*DESCRIPTION OF THE TASK*: The records appear below. Repeat them exactly.

Records contained in a dataset:
○ ○ ○ ○ ○

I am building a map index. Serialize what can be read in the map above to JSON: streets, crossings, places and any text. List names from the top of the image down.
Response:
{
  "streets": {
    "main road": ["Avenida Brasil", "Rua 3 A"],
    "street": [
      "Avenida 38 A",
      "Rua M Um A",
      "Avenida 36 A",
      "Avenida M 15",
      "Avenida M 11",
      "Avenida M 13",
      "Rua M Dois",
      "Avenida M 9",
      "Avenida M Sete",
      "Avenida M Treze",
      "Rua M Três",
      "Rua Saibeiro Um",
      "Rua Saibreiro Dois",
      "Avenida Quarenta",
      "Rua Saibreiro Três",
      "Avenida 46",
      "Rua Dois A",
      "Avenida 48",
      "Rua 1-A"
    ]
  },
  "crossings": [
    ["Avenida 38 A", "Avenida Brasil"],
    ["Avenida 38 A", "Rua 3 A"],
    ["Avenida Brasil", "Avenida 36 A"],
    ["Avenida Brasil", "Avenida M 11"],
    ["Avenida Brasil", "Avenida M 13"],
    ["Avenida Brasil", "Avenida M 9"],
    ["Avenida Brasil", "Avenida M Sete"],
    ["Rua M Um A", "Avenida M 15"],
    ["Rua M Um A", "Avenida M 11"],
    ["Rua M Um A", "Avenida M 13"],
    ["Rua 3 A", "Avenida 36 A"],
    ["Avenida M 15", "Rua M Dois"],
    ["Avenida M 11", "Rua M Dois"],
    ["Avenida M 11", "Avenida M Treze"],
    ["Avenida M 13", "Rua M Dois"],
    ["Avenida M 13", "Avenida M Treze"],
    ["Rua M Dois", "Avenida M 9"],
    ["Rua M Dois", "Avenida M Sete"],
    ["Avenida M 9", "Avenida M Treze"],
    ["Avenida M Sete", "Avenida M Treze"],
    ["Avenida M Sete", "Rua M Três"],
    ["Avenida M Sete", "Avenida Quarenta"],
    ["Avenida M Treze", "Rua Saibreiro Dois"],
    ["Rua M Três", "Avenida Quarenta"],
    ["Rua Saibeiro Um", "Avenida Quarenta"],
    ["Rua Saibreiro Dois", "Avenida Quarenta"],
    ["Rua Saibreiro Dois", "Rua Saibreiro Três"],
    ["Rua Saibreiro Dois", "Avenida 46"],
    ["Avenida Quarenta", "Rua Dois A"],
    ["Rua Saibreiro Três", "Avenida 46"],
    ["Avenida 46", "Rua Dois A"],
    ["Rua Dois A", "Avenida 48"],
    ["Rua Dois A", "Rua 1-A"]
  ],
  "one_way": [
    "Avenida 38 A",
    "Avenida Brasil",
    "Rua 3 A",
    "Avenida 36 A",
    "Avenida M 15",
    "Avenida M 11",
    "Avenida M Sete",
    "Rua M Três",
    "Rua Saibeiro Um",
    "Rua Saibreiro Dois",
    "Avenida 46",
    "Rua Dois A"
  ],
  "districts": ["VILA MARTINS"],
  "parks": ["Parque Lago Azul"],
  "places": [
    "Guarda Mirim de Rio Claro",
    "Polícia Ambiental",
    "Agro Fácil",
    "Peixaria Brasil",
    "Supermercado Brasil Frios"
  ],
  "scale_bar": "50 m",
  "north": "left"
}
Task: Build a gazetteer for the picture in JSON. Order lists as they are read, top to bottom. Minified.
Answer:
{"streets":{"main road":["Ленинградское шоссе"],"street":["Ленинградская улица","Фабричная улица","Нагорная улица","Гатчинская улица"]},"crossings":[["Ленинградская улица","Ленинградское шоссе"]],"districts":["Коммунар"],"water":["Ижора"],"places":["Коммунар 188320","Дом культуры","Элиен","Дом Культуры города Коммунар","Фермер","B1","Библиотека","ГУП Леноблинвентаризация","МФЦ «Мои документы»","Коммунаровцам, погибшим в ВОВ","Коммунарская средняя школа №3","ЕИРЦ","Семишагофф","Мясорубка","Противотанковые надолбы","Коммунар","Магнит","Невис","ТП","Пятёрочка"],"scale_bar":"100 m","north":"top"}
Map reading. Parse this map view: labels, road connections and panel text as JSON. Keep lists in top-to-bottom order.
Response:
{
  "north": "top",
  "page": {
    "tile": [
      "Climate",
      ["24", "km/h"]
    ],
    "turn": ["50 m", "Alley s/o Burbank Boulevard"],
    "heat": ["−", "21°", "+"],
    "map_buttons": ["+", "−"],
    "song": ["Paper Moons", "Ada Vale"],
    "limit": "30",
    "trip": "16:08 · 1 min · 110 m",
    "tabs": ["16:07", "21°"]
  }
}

○ ○ ○ ○ ○

*RESPONSE AREA*:
I am building a map index. Serialize what can be read in the map above to JSON: streets, crossings, places and any text. List names from the top of the image down.
Response:
{
  "streets": {
    "main road": ["Avenida Brasil", "Rua 3 A"],
    "street": [
      "Avenida 38 A",
      "Rua M Um A",
      "Avenida 36 A",
      "Avenida M 15",
      "Avenida M 11",
      "Avenida M 13",
      "Rua M Dois",
      "Avenida M 9",
      "Avenida M Sete",
      "Avenida M Treze",
      "Rua M Três",
      "Rua Saibeiro Um",
      "Rua Saibreiro Dois",
      "Avenida Quarenta",
      "Rua Saibreiro Três",
      "Avenida 46",
      "Rua Dois A",
      "Avenida 48",
      "Rua 1-A"
    ]
  },
  "crossings": [
    ["Avenida 38 A", "Avenida Brasil"],
    ["Avenida 38 A", "Rua 3 A"],
    ["Avenida Brasil", "Avenida 36 A"],
    ["Avenida Brasil", "Avenida M 11"],
    ["Avenida Brasil", "Avenida M 13"],
    ["Avenida Brasil", "Avenida M 9"],
    ["Avenida Brasil", "Avenida M Sete"],
    ["Rua M Um A", "Avenida M 15"],
    ["Rua M Um A", "Avenida M 11"],
    ["Rua M Um A", "Avenida M 13"],
    ["Rua 3 A", "Avenida 36 A"],
    ["Avenida M 15", "Rua M Dois"],
    ["Avenida M 11", "Rua M Dois"],
    ["Avenida M 11", "Avenida M Treze"],
    ["Avenida M 13", "Rua M Dois"],
    ["Avenida M 13", "Avenida M Treze"],
    ["Rua M Dois", "Avenida M 9"],
    ["Rua M Dois", "Avenida M Sete"],
    ["Avenida M 9", "Avenida M Treze"],
    ["Avenida M Sete", "Avenida M Treze"],
    ["Avenida M Sete", "Rua M Três"],
    ["Avenida M Sete", "Avenida Quarenta"],
    ["Avenida M Treze", "Rua Saibreiro Dois"],
    ["Rua M Três", "Avenida Quarenta"],
    ["Rua Saibeiro Um", "Avenida Quarenta"],
    ["Rua Saibreiro Dois", "Avenida Quarenta"],
    ["Rua Saibreiro Dois", "Rua Saibreiro Três"],
    ["Rua Saibreiro Dois", "Avenida 46"],
    ["Avenida Quarenta", "Rua Dois A"],
    ["Rua Saibreiro Três", "Avenida 46"],
    ["Avenida 46", "Rua Dois A"],
    ["Rua Dois A", "Avenida 48"],
    ["Rua Dois A", "Rua 1-A"]
  ],
  "one_way": [
    "Avenida 38 A",
    "Avenida Brasil",
    "Rua 3 A",
    "Avenida 36 A",
    "Avenida M 15",
    "Avenida M 11",
    "Avenida M Sete",
    "Rua M Três",
    "Rua Saibeiro Um",
    "Rua Saibreiro Dois",
    "Avenida 46",
    "Rua Dois A"
  ],
  "districts": ["VILA MARTINS"],
  "parks": ["Parque Lago Azul"],
  "places": [
    "Guarda Mirim de Rio Claro",
    "Polícia Ambiental",
    "Agro Fácil",
    "Peixaria Brasil",
    "Supermercado Brasil Frios"
  ],
  "scale_bar": "50 m",
  "north": "left"
}
Task: Build a gazetteer for the picture in JSON. Order lists as they are read, top to bottom. Minified.
Answer:
{"streets":{"main road":["Ленинградское шоссе"],"street":["Ленинградская улица","Фабричная улица","Нагорная улица","Гатчинская улица"]},"crossings":[["Ленинградская улица","Ленинградское шоссе"]],"districts":["Коммунар"],"water":["Ижора"],"places":["Коммунар 188320","Дом культуры","Элиен","Дом Культуры города Коммунар","Фермер","B1","Библиотека","ГУП Леноблинвентаризация","МФЦ «Мои документы»","Коммунаровцам, погибшим в ВОВ","Коммунарская средняя школа №3","ЕИРЦ","Семишагофф","Мясорубка","Противотанковые надолбы","Коммунар","Магнит","Невис","ТП","Пятёрочка"],"scale_bar":"100 m","north":"top"}
Map reading. Parse this map view: labels, road connections and panel text as JSON. Keep lists in top-to-bottom order.
Response:
{
  "north": "top",
  "page": {
    "tile": [
      "Climate",
      ["24", "km/h"]
    ],
    "turn": ["50 m", "Alley s/o Burbank Boulevard"],
    "heat": ["−", "21°", "+"],
    "map_buttons": ["+", "−"],
    "song": ["Paper Moons", "Ada Vale"],
    "limit": "30",
    "trip": "16:08 · 1 min · 110 m",
    "tabs": ["16:07", "21°"]
  }
}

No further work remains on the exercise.